Another consideration of this study is the sole focus on conduct problems without assessing the impact of other externalizing behaviors that are often in comorbidity with conduct problems, such as oppositional defiant disorder (ODD), attention-deficit/hyperactivity disorder (ADHD), and callous-unemotional (CU) traits (Fanti, 2013; Hudec & Mikami, 2018). Research indicates that symptoms from these externalizing behaviors can overlap with one another in child and adolescent community samples (Andershed et al., 2018; Truedsson et al., 2019). Future research can control for ODD, ADHD, and CU traits to examine whether there are cognitive and physiological processes that are uniquely linked with conduct problems. By understanding developmental vulnerabilities that are specific to conduct problems, practitioners may be able to focus on treatments for combating these distinct risk factors for children displaying high levels of conduct problems in middle childhood.

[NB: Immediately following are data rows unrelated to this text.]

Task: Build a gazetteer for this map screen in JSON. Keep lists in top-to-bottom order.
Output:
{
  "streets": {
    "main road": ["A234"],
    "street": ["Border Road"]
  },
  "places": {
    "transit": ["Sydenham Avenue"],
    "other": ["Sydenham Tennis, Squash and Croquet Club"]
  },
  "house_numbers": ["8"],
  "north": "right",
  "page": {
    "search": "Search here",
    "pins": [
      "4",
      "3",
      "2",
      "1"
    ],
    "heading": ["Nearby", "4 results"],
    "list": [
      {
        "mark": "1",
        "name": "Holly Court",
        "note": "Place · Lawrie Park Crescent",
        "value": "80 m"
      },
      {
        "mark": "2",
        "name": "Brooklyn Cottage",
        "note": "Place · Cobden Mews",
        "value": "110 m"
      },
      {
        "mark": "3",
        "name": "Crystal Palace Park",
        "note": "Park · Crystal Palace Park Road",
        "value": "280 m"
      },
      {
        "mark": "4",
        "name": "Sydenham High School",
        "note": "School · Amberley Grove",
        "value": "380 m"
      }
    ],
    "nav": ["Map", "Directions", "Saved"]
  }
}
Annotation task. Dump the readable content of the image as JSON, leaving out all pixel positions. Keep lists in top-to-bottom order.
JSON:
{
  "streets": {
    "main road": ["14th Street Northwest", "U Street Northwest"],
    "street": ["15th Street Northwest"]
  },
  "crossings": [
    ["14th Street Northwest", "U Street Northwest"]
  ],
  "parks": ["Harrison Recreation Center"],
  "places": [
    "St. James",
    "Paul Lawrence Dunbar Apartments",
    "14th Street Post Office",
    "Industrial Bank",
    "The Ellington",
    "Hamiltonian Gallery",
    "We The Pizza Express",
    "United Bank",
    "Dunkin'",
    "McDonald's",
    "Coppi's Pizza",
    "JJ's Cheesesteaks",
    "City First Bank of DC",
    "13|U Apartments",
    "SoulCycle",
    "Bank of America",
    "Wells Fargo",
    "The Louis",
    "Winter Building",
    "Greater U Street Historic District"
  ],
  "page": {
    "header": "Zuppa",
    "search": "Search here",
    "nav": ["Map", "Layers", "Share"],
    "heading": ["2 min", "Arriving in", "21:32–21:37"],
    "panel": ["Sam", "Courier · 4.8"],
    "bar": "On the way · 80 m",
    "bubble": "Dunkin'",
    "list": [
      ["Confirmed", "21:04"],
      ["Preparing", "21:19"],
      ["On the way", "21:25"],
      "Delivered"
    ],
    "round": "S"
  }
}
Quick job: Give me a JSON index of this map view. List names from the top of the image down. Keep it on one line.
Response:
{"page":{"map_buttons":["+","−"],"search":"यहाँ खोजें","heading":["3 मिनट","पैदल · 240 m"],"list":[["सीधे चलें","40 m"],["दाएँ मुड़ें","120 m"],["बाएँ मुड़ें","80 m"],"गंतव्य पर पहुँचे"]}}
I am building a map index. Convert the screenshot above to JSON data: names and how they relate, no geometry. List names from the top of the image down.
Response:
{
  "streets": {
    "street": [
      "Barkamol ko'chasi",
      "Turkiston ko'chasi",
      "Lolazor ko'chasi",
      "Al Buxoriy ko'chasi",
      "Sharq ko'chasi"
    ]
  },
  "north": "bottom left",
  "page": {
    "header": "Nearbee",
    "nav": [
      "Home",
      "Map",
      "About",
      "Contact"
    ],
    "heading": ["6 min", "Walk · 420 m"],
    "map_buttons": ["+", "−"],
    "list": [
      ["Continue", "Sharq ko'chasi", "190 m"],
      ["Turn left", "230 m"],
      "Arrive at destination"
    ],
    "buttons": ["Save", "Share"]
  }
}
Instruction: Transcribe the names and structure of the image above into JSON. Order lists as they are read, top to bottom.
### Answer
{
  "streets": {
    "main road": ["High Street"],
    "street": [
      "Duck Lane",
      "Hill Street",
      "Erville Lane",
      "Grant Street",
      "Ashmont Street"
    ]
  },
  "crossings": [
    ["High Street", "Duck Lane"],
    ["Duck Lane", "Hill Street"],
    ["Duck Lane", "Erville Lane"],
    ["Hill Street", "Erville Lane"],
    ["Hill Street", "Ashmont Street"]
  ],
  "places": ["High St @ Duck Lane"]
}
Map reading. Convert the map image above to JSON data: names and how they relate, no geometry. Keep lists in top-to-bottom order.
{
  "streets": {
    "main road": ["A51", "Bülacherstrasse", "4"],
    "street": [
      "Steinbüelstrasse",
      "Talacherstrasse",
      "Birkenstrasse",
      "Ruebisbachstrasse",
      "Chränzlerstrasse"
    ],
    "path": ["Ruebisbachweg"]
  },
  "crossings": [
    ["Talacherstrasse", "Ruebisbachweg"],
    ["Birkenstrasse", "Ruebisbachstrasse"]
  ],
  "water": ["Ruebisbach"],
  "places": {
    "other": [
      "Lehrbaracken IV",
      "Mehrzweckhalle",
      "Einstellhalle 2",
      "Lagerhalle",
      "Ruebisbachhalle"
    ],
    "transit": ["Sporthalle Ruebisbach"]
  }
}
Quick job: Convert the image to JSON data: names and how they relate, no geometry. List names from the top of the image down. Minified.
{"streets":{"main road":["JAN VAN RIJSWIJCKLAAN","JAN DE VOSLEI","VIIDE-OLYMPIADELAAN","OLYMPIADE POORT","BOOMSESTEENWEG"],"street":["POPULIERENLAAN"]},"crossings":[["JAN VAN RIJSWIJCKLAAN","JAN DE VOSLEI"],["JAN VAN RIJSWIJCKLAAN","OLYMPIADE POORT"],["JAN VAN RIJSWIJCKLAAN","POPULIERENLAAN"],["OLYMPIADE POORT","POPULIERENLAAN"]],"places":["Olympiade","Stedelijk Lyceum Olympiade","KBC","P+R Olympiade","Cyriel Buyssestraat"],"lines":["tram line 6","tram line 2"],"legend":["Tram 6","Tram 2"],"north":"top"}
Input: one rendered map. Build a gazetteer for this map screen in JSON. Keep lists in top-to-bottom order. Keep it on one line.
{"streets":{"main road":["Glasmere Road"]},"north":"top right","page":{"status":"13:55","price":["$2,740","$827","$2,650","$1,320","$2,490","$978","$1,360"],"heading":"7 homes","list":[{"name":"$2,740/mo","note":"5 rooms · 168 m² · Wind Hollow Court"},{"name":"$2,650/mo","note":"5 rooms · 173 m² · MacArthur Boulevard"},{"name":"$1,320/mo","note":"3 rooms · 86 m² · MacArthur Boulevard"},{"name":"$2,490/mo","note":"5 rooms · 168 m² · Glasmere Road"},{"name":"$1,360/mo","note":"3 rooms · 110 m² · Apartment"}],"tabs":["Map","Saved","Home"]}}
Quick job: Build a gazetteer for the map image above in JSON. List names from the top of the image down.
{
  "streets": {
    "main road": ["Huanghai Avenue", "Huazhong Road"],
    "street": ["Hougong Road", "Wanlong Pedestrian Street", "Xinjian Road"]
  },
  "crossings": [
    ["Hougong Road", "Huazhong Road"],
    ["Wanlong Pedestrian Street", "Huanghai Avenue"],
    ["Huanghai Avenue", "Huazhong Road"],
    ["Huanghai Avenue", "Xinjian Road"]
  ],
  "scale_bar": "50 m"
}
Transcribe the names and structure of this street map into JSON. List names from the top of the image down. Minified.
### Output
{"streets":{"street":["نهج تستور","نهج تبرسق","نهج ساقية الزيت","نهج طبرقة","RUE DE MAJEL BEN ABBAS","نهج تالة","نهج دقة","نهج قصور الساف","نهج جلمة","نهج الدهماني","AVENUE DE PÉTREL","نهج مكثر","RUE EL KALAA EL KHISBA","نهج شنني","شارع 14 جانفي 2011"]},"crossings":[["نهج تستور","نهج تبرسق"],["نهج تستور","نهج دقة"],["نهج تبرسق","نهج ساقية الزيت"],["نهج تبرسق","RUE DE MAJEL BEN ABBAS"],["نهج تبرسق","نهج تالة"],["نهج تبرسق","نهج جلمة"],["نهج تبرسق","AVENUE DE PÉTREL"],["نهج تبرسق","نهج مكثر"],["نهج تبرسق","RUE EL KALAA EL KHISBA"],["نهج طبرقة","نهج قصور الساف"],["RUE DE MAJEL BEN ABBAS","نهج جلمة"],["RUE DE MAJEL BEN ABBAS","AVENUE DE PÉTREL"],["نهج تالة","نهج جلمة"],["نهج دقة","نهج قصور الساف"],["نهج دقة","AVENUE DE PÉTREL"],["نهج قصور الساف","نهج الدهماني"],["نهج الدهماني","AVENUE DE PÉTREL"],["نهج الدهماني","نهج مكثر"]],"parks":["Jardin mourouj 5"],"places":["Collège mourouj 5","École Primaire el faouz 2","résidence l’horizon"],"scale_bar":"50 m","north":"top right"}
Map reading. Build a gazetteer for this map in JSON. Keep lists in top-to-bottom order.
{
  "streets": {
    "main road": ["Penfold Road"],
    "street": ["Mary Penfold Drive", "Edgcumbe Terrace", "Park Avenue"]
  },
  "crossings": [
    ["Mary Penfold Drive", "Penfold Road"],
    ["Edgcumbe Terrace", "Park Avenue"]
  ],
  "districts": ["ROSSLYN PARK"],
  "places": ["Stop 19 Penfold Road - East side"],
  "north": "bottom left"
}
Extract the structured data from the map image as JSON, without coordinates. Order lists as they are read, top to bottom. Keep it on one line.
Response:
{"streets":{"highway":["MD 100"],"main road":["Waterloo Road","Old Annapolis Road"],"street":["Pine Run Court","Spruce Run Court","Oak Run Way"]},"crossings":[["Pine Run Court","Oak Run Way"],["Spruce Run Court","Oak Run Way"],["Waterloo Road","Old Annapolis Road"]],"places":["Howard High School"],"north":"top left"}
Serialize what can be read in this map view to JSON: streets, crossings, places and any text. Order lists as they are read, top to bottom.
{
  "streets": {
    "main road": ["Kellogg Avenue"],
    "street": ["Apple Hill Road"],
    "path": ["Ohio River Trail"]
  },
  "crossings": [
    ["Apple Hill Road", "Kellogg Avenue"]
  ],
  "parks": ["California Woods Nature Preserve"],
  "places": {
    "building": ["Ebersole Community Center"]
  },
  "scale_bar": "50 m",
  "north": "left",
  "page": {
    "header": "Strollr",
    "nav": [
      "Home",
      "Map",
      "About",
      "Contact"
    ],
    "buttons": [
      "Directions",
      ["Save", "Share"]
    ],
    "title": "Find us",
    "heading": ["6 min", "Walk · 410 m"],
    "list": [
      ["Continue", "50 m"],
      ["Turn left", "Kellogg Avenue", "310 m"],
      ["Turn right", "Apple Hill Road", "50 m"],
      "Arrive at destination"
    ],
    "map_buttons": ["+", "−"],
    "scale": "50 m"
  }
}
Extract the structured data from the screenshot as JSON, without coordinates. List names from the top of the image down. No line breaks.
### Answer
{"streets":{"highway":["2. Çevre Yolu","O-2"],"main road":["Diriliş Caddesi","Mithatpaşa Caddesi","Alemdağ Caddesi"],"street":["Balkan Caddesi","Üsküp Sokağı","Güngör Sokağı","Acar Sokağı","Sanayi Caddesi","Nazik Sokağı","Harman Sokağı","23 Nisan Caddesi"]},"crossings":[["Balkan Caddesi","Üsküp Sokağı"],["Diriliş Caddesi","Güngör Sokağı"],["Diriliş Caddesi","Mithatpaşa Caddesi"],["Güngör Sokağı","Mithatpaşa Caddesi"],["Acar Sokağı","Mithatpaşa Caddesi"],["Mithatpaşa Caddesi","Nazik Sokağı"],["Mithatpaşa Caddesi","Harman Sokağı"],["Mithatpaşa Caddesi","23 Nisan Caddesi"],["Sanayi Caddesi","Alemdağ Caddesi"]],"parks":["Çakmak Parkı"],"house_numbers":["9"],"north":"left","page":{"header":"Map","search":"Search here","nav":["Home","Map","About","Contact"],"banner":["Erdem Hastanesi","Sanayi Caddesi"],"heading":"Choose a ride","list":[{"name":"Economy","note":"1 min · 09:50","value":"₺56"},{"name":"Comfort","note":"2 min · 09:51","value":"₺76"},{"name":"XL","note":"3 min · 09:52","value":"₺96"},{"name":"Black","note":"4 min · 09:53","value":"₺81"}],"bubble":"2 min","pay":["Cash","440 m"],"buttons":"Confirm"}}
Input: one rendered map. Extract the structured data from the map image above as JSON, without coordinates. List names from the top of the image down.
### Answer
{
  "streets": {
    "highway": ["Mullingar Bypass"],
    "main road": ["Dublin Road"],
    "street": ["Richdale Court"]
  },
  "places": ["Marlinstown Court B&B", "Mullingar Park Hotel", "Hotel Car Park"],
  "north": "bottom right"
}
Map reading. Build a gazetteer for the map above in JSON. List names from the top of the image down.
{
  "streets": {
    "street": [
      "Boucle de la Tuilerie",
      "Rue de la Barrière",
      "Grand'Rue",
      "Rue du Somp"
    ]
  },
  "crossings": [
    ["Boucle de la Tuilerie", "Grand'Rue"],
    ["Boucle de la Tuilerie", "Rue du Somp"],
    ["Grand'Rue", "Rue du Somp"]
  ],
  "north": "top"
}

Lastly, the use of multiple sites to collect data can be considered. By doing so, our study was able to recruit a larger, more diverse sample. However, a potential limitation for some multi-site studies may be that different situations at the sites influence results. This is more threatening in observational studies predicated on interpreting actions due to the risk of contrasting perspectives or interpretations in coding variables used in subsequent analyses (Whitley & Kite, 2012). Because our study used quantitative measures (i.e., Likert-scale questionnaires, physiological indices, and rule-based behavioral assessments), it is less likely to be a concern for this study. However, future research may be additionally cautious by controlling site location in studies where differential interpretations of variables is a potential concern.

In conclusion, our study demonstrated the interactive impact that the neurophysiological marker FA has with AC and WM in predicting conduct problems. Our data suggest that interventions focused on deficits in AC and WM, especially for children with left FA, may be an effective approach in the treatment of children experiencing conduct problems in late middle childhood.